Just like that, our eyes are locked once again with the maker and creator and lover of our souls. The one that heals our brokenness redeems our failures and brings us to life. He is the firm foundation on which we build our homes, now being able to withstand throughout the storms.

This Sunday I looked for the woman, and when I found her I was met with a beaming, radiant joy. “I’ve been looking for you each Sunday,” she eagerly told me and it was then that I heard the news. After daily attacks for years on end, she had not one attack since our prayer. We cried together, knowing that there were no words to express how deeply we loved him and how grateful we were for his power.  See, waking up that day, I was stuck down and defeated in many ways, but in that moment everything made sense. Even in my failure, Jesus uses me as a vessel to bring his freedom because it never has been, nor will it ever be, about me. This is the greatest truth and the deepest joy of my life. When knowing who I am without him cannot compare to the truth of who I am in him. My failures cannot compare to his greatness. For in my darkest moments, his light shines from within and I can watch as it transforms me; I watch as it transforms others.
I am in love and I am unfaithful, but instead of letting me wander, he pursues me and speaks tenderly for me to return to his embrace.

 Father, have your way in our lives. Help our longings for you to be met with obedience to your law. Help those around us to see you beautifully shine from within, regardless of our pain or strife. In you and you alone we will bring freedom and love and hope to a world in need of your love. We hold on to your word and your truth in times of attack and oppression.
We partner with you Father. Cleanse us by your blood and please lead us to your cross as we accept your grace. We long for you.

Amen




Wednesday, February 15, 2017

Mani the Nanny

Recently, I was unexpectedly offered a job as a live in nanny in Philly. Before this semester began, I was looking for ways to support myself after graduation.
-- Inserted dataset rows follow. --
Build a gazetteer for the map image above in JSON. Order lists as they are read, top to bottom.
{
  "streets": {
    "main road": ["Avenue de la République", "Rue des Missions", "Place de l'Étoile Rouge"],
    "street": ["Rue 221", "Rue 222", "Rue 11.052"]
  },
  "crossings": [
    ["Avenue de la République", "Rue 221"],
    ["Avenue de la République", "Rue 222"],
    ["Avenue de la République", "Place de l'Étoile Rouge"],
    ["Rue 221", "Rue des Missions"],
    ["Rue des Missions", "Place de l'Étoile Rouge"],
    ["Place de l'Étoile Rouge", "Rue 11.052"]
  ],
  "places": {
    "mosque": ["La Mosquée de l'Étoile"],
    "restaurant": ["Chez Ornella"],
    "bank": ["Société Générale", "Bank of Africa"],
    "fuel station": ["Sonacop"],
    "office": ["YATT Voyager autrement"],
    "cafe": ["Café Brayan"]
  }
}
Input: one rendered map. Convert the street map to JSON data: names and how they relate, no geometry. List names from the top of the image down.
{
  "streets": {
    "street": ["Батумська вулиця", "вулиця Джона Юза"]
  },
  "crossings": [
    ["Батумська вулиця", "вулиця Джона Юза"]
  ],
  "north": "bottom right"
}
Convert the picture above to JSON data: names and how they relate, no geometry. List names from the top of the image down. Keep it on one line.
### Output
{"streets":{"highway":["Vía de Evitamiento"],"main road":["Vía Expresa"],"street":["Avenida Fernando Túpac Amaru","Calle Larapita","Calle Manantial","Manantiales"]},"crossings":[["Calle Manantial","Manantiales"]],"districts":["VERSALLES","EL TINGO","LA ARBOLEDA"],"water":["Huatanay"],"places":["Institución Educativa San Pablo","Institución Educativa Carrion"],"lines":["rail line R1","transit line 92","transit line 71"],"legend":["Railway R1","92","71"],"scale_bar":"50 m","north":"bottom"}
The thought of paying rent, car insurance, costs for food and monthly loan payments was overwhelming to say the least, and I did not have the option of moving back home with my mom. A week before the beginning of the semester, a man from my church in Philly asked if anyone knew of someone looking for a job as a nanny. Instantly, I messaged him and the next thing I knew, I was staying for a three day trial. The trial was unbelievably perfect. It was so easy to be around them and I felt so comfortable. Nothing was forced at all, which was very unexpected. The greatest contributing factor would have to be Gavin (the baby). Instantly, we clicked. He is such a gem, I'm telling you. To be honest, I moved in that next week and began work before the start of the semester. I took some major steps of faith and really trusted that God would work everything out if it was his will. It wasn't easy at first, but trusting became my only option. About a week after the semester began I was officially accepted as an online student and moved all of my things out my dorm room and into my new home. Caring for a three month old baby has been extremely difficult, but I can't hep but be grateful for the chance to get to grow with him. I can't help but be amazed at what God has done and how he has blessed me. This time last semester I was working two jobs, being a full tim student and barely making ends meet. I don't think there was ever a time I struggled more financially. Since moving to Philly I have been able to grow closer to my church, take better care of my health and save for my trip this summer. Thank you Jesus. This is only a glimmer of all that God has done in my life. Stay tuned for more.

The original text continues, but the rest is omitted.